Le Conseil d’Etat rappelle l’obligation
de respecter le principe d’égalité de traitement
Une magistrate ayant postulé
à l’exercice de ces fonctions avait déposé un recours visant à voir critiquer
les conditions de son absence de nomination. Le Conseil d’Etat a fait droit à
ses demandes, en laissant à l’administration un délai de six mois pour procéder
à un nouvel examen de la situation.
Les motifs retenus par la haute juridiction administrative à l’appui de son raisonnement sont
particulièrement intéressants, car ils viennent exprimer une nouvelle fois
l’obligation de respecter le principe d’égalité de traitement des magistrats
dans l’examen de leurs candidatures.
Cette obligation avait notamment
été édictée par le Conseil constitutionnel dans une décision n° 2001-445 DC du
19 juin 2001 qui rappelait qu’en matière de nomination des magistrats, comme en
matière d’accès aux charges et emplois publics en général, les distinctions ne peuvent être fondées que
sur une appréciation des capacités vertus et talents des différents candidats.
Le Conseil d’Etat, à
plusieurs reprises, a pu sanctionner les atteintes caractérisées au principe
d’égalité d’examen des candidatures à une fonction juridictionnelle(1), ainsi
que l’existence de nominations « pour ordre » (2). S’il reconnaît à
l’administration du ministère de la Justice et au Conseil supérieur de la
magistrature un large pouvoir d’appréciation pour l’examen des candidatures qui
lui sont proposées (3), en revanche, il n’hésite pas à sanctionner une
violation des règles de procédure ayant précédé l’examen de ces candidatures (4).
Il exerce un contrôle visant à prévenir les cas de détournement de pouvoir (5)

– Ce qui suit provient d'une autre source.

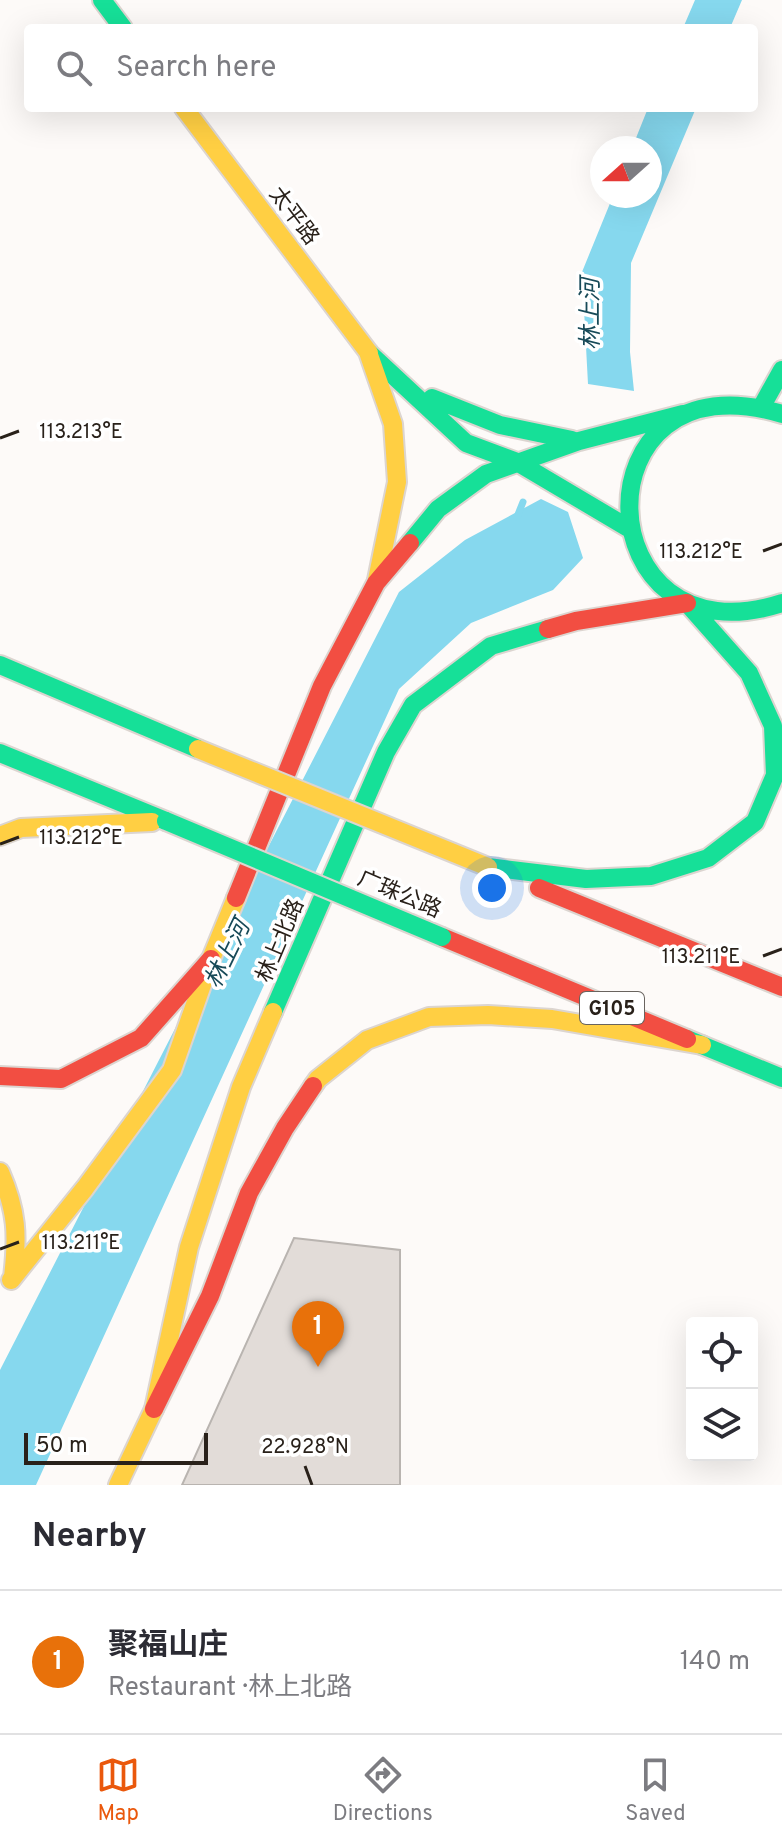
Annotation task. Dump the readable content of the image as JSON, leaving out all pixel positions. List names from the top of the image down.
{
  "streets": {
    "main road": [
      "太平路",
      "广珠公路",
      "林上北路",
      "G105"
    ]
  },
  "water": ["林上河"],
  "scale_bar": "50 m",
  "north": "left",
  "page": {
    "search": "Search here",
    "pins": "1",
    "scale": "50 m",
    "heading": "Nearby",
    "list": [
      {
        "mark": "1",
        "name": "聚福山庄",
        "note": "Restaurant · 林上北路",
        "value": "140 m"
      }
    ],
    "nav": ["Map", "Directions", "Saved"]
  },
  "coordinates": [
    "113.213°E",
    "113.212°E",
    "113.211°E",
    "22.928°N"
  ]
}
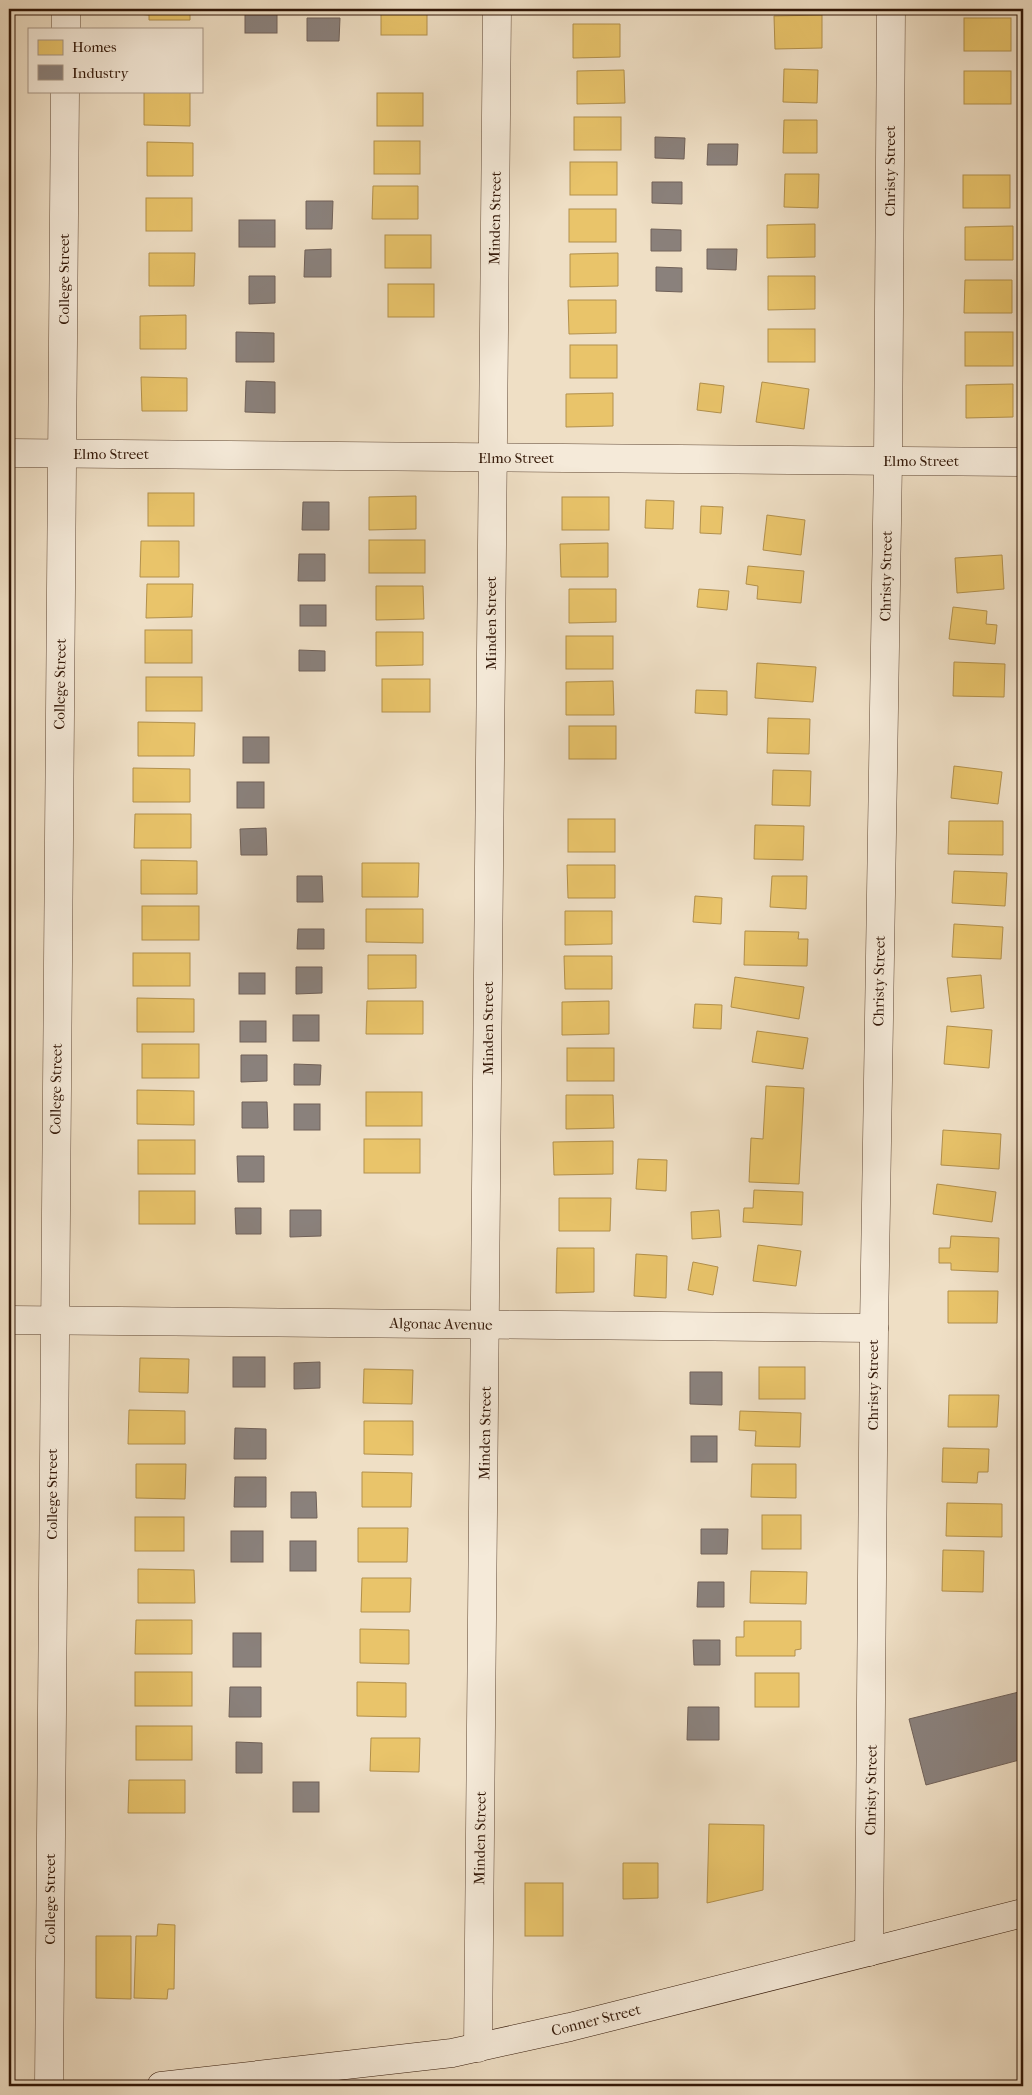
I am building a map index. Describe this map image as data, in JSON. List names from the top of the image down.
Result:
{
  "streets": {
    "street": [
      "Christy Street",
      "Minden Street",
      "College Street",
      "Elmo Street",
      "Algonac Avenue",
      "Conner Street"
    ]
  },
  "crossings": [
    ["Christy Street", "Elmo Street"],
    ["Christy Street", "Algonac Avenue"],
    ["Christy Street", "Conner Street"],
    ["Minden Street", "Elmo Street"],
    ["Minden Street", "Algonac Avenue"],
    ["Minden Street", "Conner Street"],
    ["College Street", "Elmo Street"],
    ["College Street", "Algonac Avenue"]
  ],
  "legend": ["Homes", "Industry"]
}
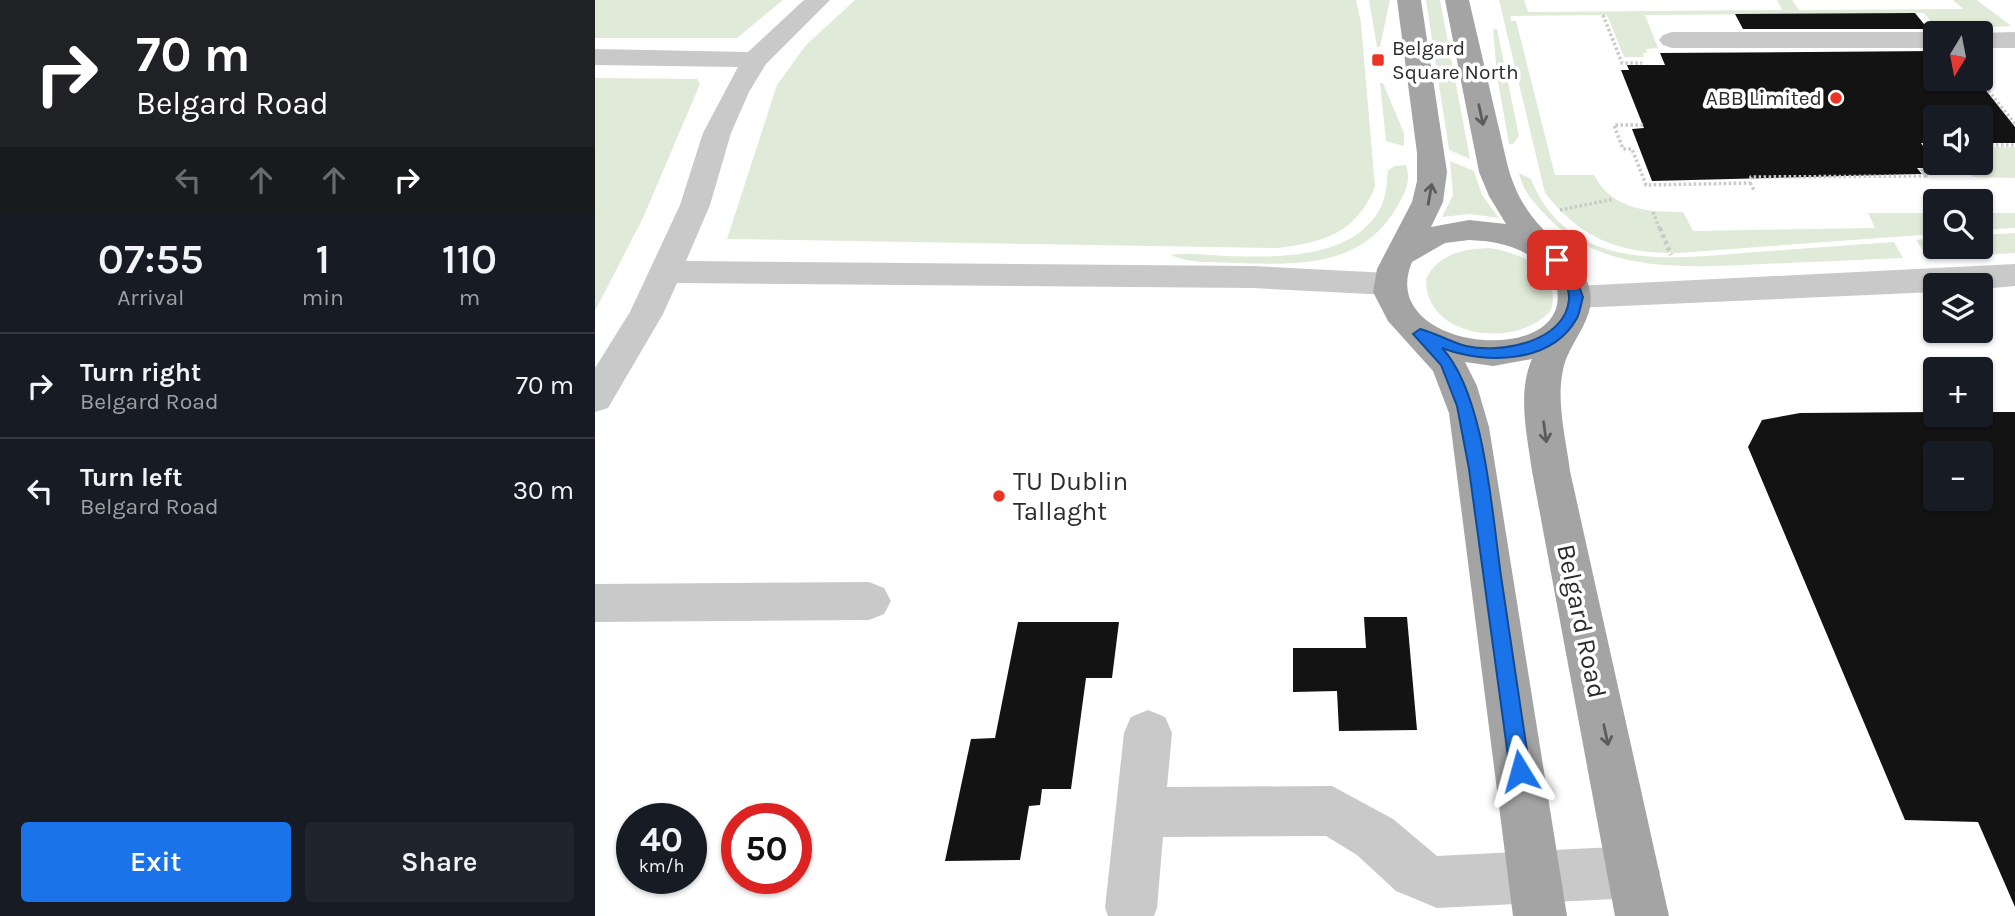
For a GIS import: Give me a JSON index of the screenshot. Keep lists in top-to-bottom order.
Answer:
{
  "streets": {
    "main road": ["Belgard Road"]
  },
  "places": {
    "transit": ["Belgard Square North"],
    "other": ["ABB Limited", "TU Dublin Tallaght"]
  },
  "north": "bottom",
  "page": {
    "turn": ["70 m", "Belgard Road"],
    "map_buttons": ["+", "−"],
    "eta": [
      "07:55",
      "Arrival",
      "1",
      "min",
      "110",
      "m"
    ],
    "list": [
      {
        "name": "Turn right",
        "note": "Belgard Road",
        "value": "70 m"
      },
      {
        "name": "Turn left",
        "note": "Belgard Road",
        "value": "30 m"
      }
    ],
    "speed": "40 km/h",
    "limit": "50",
    "buttons": ["Exit", "Share"]
  }
}
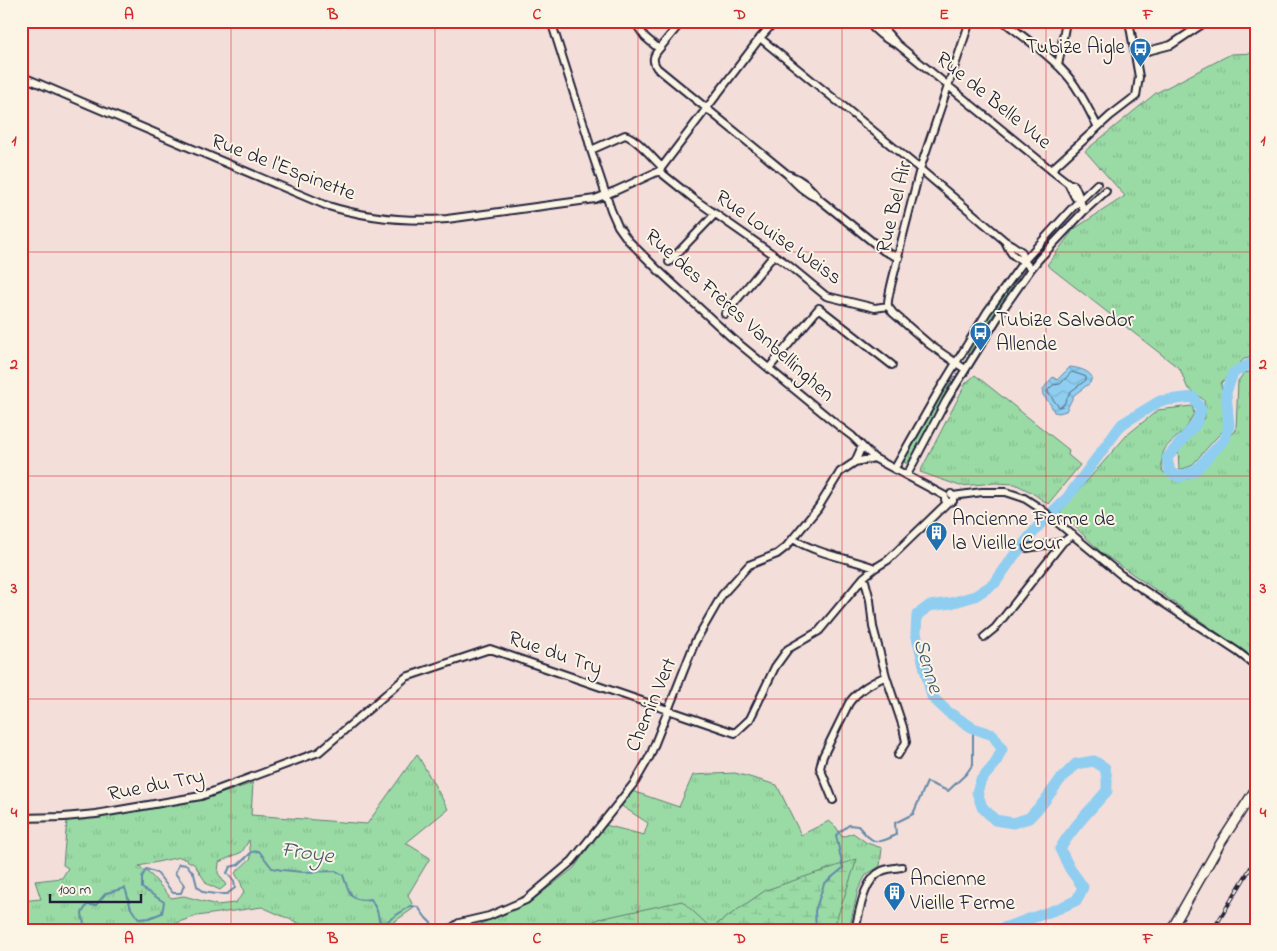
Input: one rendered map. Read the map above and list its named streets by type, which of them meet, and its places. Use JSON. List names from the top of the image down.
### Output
{
  "streets": {
    "street": [
      "Rue de Belle Vue",
      "Rue de l'Espinette",
      "Rue Bel Air",
      "Rue Louise Weiss",
      "Rue des Frères Vanbellinghen",
      "Rue du Try",
      "Chemin Vert"
    ]
  },
  "crossings": [
    ["Rue de Belle Vue", "Rue Bel Air"],
    ["Rue de l'Espinette", "Rue Louise Weiss"],
    ["Rue de l'Espinette", "Rue des Frères Vanbellinghen"],
    ["Rue Bel Air", "Rue Louise Weiss"],
    ["Rue Louise Weiss", "Rue des Frères Vanbellinghen"],
    ["Rue des Frères Vanbellinghen", "Rue du Try"],
    ["Rue des Frères Vanbellinghen", "Chemin Vert"],
    ["Rue du Try", "Chemin Vert"]
  ],
  "water": ["Senne", "Froye"],
  "places": {
    "bus stop": ["Tubize Aigle", "Tubize Salvador Allende"],
    "building": ["Ancienne Ferme de la Vieille Cour", "Ancienne Vieille Ferme"]
  },
  "scale_bar": "100 m",
  "grid": {
    "columns": [
      "A",
      "B",
      "C",
      "D",
      "E",
      "F"
    ],
    "rows": [
      "1",
      "2",
      "3",
      "4"
    ]
  }
}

ainsi que l’erreur de droit (6).
L’absence de garantie a vicié
la procédure de nomination
En l’espèce, le Conseil
d’Etat a retenu que les conditions d’examen de la candidature ne pouvaient
établir la régularité de la procédure suivie pour la nomination du magistrat
finalement choisi. En effet, il existait une discordance entre les circulaires
publiées visant à déterminer le nombre des magistrats ayant postulé et dont la
candidature a été soumise au CSM, avec les documents publiés postérieurement à
la réunion du CSM visant à permettre l’examen de ces candidatures.
Pour le dire simplement, la
requérante n’était pas certaine, au vu des documents publiés par
l’administration, que sa candidature ait été effectivement soumise au CSM par
l’administration qui avait néanmoins accusé réception de sa demande.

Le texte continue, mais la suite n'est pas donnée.